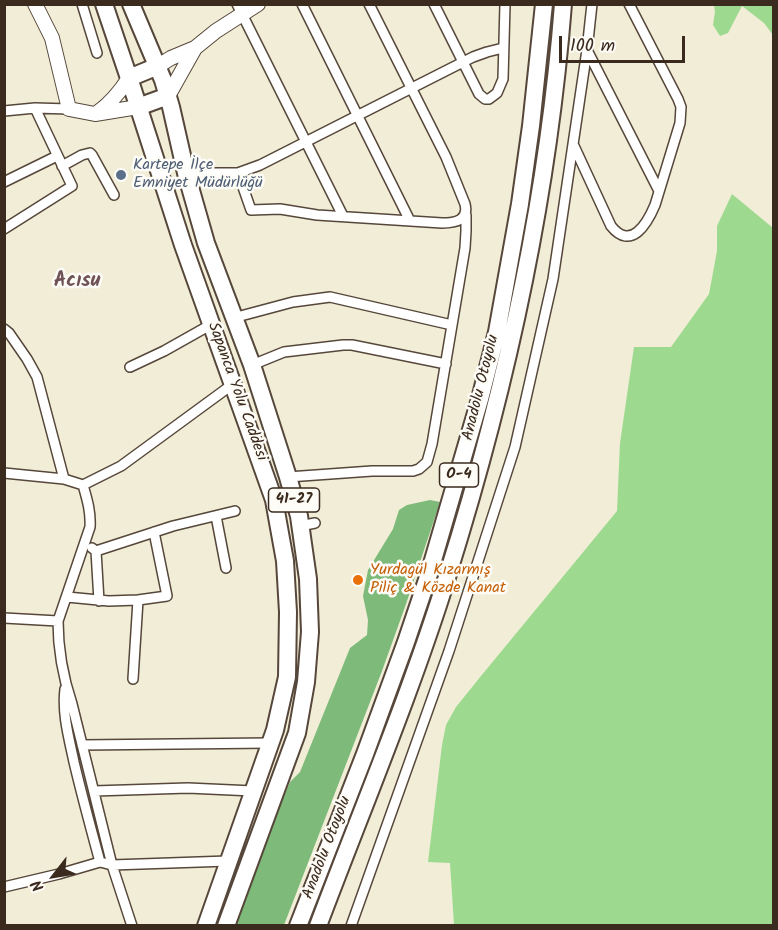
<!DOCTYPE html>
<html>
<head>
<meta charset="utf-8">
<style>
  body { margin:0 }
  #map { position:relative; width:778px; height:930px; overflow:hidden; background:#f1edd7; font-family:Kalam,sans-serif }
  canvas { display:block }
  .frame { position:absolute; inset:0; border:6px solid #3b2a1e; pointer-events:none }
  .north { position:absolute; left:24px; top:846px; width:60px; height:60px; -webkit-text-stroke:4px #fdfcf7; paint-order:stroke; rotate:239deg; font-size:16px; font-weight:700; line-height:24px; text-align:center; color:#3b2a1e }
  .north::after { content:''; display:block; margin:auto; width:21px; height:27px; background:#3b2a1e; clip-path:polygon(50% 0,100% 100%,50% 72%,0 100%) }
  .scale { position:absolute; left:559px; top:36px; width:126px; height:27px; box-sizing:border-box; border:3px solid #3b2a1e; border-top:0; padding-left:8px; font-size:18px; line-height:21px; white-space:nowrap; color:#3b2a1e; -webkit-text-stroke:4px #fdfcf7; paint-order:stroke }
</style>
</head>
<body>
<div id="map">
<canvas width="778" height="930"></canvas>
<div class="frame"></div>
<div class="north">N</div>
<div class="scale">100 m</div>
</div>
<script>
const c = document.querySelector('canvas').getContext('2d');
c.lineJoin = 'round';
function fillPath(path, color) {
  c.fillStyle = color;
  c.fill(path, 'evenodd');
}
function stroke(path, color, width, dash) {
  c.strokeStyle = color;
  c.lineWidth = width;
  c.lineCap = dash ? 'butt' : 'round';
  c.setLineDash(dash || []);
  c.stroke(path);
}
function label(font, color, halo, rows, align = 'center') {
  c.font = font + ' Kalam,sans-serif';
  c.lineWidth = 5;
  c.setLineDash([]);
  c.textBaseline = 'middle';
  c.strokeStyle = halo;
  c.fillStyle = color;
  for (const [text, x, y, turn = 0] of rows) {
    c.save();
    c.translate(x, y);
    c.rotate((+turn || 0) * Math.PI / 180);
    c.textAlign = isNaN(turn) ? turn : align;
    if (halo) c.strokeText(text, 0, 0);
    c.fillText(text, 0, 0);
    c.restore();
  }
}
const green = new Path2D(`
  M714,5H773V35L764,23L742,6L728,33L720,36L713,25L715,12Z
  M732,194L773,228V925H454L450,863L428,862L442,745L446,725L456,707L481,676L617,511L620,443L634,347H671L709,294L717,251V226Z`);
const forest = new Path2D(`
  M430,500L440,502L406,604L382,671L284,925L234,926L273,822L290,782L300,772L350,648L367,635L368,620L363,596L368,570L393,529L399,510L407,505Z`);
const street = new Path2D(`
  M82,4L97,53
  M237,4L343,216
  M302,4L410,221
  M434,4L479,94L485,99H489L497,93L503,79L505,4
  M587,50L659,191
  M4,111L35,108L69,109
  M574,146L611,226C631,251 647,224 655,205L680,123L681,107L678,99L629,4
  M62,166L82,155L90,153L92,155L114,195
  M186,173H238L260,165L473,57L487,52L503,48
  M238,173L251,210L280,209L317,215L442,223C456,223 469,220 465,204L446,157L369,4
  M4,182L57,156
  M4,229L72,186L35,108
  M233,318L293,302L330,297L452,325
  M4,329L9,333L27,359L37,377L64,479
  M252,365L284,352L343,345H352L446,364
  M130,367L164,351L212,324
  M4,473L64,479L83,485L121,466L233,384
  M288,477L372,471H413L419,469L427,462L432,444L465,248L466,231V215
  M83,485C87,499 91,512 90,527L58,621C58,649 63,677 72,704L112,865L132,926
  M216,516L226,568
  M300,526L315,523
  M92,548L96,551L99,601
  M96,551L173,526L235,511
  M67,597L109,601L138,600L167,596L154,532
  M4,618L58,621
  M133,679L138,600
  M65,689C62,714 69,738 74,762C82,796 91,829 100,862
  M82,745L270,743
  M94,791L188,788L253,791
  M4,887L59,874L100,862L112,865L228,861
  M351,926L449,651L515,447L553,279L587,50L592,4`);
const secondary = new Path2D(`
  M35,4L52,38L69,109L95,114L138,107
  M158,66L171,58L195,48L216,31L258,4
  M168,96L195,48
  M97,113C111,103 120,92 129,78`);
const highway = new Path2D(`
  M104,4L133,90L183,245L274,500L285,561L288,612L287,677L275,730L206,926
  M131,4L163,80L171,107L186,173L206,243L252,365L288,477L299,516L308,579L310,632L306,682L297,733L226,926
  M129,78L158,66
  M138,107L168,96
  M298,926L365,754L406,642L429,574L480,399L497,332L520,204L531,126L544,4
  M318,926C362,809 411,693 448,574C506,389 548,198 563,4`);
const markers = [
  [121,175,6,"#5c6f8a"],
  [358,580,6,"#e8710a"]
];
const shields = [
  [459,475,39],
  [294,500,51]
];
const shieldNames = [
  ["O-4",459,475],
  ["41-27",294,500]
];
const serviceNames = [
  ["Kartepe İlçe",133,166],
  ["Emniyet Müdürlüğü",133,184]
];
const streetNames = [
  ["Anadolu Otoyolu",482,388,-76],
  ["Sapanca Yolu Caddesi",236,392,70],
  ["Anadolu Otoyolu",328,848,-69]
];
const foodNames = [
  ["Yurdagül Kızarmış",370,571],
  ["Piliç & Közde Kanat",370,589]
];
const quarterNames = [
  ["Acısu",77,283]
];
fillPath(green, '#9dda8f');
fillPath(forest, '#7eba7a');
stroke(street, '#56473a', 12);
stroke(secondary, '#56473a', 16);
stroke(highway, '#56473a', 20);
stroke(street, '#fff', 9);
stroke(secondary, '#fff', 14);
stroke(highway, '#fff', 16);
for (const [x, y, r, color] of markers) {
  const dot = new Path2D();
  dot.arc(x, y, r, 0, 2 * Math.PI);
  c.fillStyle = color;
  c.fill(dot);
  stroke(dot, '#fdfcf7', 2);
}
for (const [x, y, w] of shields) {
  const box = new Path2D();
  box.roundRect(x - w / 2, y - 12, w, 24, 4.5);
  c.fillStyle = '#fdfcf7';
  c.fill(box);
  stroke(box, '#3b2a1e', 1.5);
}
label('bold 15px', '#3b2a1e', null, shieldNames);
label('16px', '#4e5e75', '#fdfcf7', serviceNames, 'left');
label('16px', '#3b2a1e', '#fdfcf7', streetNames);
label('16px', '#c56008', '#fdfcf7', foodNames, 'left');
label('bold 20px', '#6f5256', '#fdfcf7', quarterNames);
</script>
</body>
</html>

━━━━━━━━━━

**Instructions to follow**.
Exactly as written, reproduce the lines from the beginning of the material through the line with "function fillPath(path, color)", and skip any picture.

**The completed task**.
<!DOCTYPE html>
<html>
<head>
<meta charset="utf-8">
<style>
  body { margin:0 }
  #map { position:relative; width:778px; height:930px; overflow:hidden; background:#f1edd7; font-family:Kalam,sans-serif }
  canvas { display:block }
  .frame { position:absolute; inset:0; border:6px solid #3b2a1e; pointer-events:none }
  .north { position:absolute; left:24px; top:846px; width:60px; height:60px; -webkit-text-stroke:4px #fdfcf7; paint-order:stroke; rotate:239deg; font-size:16px; font-weight:700; line-height:24px; text-align:center; color:#3b2a1e }
  .north::after { content:''; display:block; margin:auto; width:21px; height:27px; background:#3b2a1e; clip-path:polygon(50% 0,100% 100%,50% 72%,0 100%) }
  .scale { position:absolute; left:559px; top:36px; width:126px; height:27px; box-sizing:border-box; border:3px solid #3b2a1e; border-top:0; padding-left:8px; font-size:18px; line-height:21px; white-space:nowrap; color:#3b2a1e; -webkit-text-stroke:4px #fdfcf7; paint-order:stroke }
</style>
</head>
<body>
<div id="map">
<canvas width="778" height="930"></canvas>
<div class="frame"></div>
<div class="north">N</div>
<div class="scale">100 m</div>
</div>
<script>
const c = document.querySelector('canvas').getContext('2d');
c.lineJoin = 'round';
function fillPath(path, color) {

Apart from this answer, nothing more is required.